AS3 – Fast memory access without Alchemy

AS3 – Fast memory access without Alchemy

With the Flash Player 10, Adobe added a new set of instructions allowing to compile C/C++ in a way the AVM2 could execute. By wrapping a little bit of glue code in C, Alchemy allows to reuse some of the numerous open source C libraries available.

And when you appreciate the speed of Alchemy-compiled C code, you can wonder how it can possibly be so much faster than AS3. Unfair!

What makes Alchemy code so fast? The main secret is a faster memory management, because obviously C/C++ is all about pointers & malloc’ing. ByteArray in AS3 is kind of slow so Adobe had to hack the AVM2 to remove this bottleneck or Alchemy would have been pointless.

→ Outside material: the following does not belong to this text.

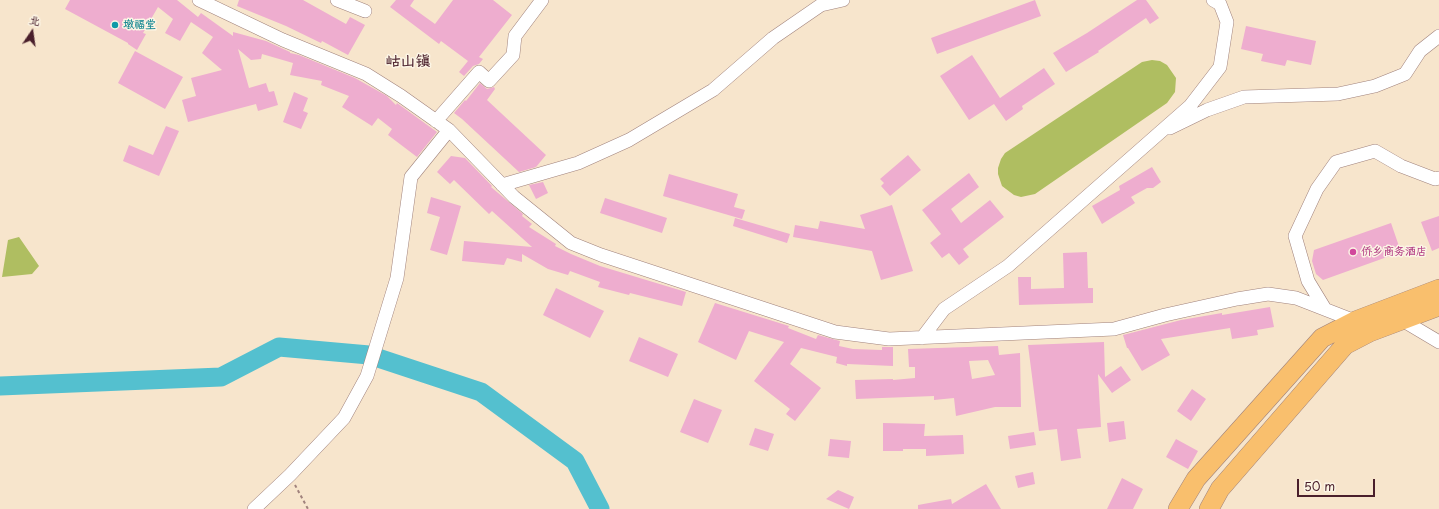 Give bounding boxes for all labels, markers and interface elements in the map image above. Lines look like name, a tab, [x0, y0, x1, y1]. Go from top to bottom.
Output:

And the good news for us AS3 geeks is that it is possible to use this fast memory in AS3…

 

Fast memory in AS3 implementations

A few smart people have managed to expose this feature to “regular” Flash languages.

First achievement, end of 2008, Nicolas Cannasse gives a short description of the technical details and quickly after that his haXe language gets a nicely integrated fast memory API.

One year later, Joa Ebert hacks fast memory in AS3, and release it as a feature of TDSI, an AS3 bytecode optimizer tool.

Likewise, a week ago, Burak Kalayci (you know, the ASV guy) has released Azoth a little tool specialized in enabling a fast memory API too.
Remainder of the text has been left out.